Joshua Landis, director of the Center for Middle East Studies at the University of Oklahoma and a Syria expert, says a large part of the problem is that the increasingly radicalized narratives on both sides don’t fit the narrative most Western media outlets want to deliver.
“The entire West has a bias which is democracy – democracy is the religion of the West, in a sense,” said Landis. “And every time the West sees a struggle, it tries to fit it into this narrative of good versus evil, democrats versus tyrants, and unfortunately in Syria we have a narrative that doesn’t fit easily into that.”
“I have now been in Damascus for 10 days, and every day I am struck by the fact that the situation in areas of Syria I have visited is wholly different from the picture given to the world both by foreign leaders and by the foreign media…one of rebels closing in on the capital as the Assad government faces defeat in weeks…,” said reporter Patrick Cockburn, writing in the Independent.
“This misperception of the reality on the ground in Syria is fueled in part by propaganda but more especially by inaccurate and misleading reporting by the media where bias toward the rebels and against the government is unsurpassed since the height of the Cold War. In the event, a basically false and propagandistic account of events in Syria has been created by a foreign media credulous in using pro-opposition sources as if they were objective reporting.”
But even those questioning their opposition sources are faced with one big difficult task: simply sorting what is fact from fiction. Countless falsified or edited videos purporting to show massacres have popped up on the web, alongside many that testify to real atrocities worthy of attention.
Recent examples of forgeries include films claiming to show the murder of some 400 Kurds by extremists on the rebel side which later turned out to have been put together from videos of previous atrocities in Syria and other parts of the Middle East.
While most experts have stopped short of questioning the authenticity of footage from Wednesday’s alleged chemical weapons attack, there is a general agreement that a lot of unverifiable information is floating around.
“We are basing almost everything on the use of video and on opposition reports,” said Landis. “There have been tons of bad reports coming out of Syria.
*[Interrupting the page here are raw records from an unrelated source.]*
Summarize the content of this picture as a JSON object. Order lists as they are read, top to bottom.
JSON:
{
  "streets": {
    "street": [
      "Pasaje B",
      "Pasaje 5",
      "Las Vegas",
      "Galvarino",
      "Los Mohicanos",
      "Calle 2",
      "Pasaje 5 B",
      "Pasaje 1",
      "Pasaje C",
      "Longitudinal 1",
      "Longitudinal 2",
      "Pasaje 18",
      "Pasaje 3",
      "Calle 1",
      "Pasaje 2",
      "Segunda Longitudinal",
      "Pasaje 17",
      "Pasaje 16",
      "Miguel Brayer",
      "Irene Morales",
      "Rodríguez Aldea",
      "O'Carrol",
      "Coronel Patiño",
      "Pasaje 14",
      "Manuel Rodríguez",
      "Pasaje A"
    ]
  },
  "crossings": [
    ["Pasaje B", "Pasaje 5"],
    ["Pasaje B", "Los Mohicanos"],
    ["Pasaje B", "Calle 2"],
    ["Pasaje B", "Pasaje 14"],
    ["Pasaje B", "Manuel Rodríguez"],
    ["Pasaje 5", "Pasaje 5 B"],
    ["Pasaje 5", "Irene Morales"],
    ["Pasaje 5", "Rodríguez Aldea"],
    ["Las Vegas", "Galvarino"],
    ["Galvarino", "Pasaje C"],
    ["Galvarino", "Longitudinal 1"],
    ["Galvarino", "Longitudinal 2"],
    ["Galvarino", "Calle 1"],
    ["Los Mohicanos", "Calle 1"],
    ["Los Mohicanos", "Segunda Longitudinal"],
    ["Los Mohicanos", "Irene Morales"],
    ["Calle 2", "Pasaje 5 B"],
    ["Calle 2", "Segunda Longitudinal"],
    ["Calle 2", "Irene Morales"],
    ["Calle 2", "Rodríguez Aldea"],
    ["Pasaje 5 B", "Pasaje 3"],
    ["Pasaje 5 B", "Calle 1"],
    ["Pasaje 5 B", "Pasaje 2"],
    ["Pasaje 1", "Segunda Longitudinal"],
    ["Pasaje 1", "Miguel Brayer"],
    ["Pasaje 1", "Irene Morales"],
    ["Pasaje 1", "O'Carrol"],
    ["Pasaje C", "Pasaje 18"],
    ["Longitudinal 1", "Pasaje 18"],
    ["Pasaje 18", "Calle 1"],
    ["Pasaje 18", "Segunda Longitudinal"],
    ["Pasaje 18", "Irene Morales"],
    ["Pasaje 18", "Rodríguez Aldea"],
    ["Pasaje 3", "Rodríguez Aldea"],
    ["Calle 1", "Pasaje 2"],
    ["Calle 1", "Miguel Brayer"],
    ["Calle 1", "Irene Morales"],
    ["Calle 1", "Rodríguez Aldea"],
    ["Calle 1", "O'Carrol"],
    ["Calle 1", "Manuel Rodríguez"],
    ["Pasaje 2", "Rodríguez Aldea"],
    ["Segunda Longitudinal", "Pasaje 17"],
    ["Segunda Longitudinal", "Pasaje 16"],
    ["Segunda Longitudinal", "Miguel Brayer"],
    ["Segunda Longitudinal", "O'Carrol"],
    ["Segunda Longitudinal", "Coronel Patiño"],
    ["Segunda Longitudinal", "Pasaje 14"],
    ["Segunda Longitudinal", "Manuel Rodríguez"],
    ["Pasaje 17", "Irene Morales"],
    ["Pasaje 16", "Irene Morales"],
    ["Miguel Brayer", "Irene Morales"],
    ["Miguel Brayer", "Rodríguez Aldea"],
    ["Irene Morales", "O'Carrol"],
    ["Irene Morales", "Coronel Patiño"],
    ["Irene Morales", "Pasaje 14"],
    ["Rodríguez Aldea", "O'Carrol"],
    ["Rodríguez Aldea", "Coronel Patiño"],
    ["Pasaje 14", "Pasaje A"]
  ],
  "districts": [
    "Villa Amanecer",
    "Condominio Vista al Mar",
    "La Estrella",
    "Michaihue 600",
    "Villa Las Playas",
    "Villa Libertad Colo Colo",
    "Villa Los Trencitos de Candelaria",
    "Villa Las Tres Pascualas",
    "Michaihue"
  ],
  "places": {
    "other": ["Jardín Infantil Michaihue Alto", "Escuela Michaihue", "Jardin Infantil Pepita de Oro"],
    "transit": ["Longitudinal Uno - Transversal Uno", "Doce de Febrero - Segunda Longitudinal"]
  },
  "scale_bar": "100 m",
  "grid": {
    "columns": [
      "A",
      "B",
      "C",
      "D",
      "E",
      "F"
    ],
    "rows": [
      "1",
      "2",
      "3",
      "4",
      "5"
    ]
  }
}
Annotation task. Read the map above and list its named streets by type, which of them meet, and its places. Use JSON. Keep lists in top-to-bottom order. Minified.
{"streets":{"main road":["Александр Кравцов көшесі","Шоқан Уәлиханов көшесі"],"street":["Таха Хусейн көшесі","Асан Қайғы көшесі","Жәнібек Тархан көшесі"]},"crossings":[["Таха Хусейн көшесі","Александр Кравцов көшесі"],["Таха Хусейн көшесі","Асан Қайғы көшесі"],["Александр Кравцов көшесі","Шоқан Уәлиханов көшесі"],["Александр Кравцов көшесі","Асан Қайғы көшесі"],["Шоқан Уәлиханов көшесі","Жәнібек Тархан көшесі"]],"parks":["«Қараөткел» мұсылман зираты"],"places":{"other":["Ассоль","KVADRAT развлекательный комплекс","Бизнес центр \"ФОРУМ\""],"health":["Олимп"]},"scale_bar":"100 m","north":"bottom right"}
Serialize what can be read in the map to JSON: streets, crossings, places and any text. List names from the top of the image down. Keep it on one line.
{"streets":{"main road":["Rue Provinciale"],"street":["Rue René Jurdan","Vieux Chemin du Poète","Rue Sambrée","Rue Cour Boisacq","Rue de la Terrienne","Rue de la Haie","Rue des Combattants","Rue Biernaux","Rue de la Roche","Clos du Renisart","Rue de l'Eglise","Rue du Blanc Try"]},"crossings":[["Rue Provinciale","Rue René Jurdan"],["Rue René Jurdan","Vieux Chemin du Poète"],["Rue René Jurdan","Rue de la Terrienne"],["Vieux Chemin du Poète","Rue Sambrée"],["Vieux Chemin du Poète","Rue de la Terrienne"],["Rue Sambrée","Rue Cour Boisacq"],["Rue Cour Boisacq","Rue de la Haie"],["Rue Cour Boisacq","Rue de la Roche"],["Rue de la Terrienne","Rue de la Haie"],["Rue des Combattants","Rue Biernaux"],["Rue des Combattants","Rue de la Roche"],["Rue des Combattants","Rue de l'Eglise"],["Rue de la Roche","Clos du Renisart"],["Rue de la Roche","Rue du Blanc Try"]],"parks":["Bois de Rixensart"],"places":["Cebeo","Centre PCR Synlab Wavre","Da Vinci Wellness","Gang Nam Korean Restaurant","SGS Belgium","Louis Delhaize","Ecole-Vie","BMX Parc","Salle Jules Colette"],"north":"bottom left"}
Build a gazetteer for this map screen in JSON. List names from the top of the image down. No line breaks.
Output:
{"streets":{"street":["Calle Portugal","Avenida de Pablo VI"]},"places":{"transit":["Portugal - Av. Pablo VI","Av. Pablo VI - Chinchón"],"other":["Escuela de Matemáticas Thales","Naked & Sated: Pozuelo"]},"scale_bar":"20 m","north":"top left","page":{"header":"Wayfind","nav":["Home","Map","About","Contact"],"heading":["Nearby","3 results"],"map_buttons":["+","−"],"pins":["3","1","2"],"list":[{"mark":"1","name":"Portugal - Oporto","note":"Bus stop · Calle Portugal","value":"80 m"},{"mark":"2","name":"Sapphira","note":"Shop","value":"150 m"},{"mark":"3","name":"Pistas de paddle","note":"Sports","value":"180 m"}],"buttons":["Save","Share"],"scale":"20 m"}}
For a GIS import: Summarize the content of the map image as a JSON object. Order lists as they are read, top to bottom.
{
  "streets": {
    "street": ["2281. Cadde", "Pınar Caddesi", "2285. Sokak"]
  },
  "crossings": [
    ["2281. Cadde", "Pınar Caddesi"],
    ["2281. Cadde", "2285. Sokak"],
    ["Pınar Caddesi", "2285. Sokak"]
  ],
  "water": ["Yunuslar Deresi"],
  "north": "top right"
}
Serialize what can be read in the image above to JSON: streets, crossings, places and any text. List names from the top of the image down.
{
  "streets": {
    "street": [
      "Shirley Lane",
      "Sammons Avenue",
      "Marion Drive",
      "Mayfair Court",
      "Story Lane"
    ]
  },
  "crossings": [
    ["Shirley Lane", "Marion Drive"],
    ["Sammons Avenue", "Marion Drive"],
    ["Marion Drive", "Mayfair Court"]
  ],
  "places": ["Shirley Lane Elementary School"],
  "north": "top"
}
There’s a lot of exaggeration, lots of videos that have been falsified.”
In the time since the uprising began, the opposition has become very savvy in terms of its message delivery, appointing numerous spokespeople, bombarding journalists with press releases and quickly offering contact information to those on the ground – but only those Syrians they want reporters to speak to.
Many journalists report attempts at asking for contacts in a particular town in order to speak to locals there who are not part of a revolutionary committee or activist group – mostly unsuccessful. As a result, much of the reporting on developments in Syria is using the same sources in spite of the efforts to go beyond them. This makes the reporting seem even more un-credible, and the tragedy, say reporters, is how important it is to actually get these stories such as the one on Wednesday where more than a thousand might have died right.
But the question is, how.
“I am not really sure even how to go about (reporting on Syria) from Lebanon,” Shelton admitted. “It’s just so easy to get false information when you are not there.”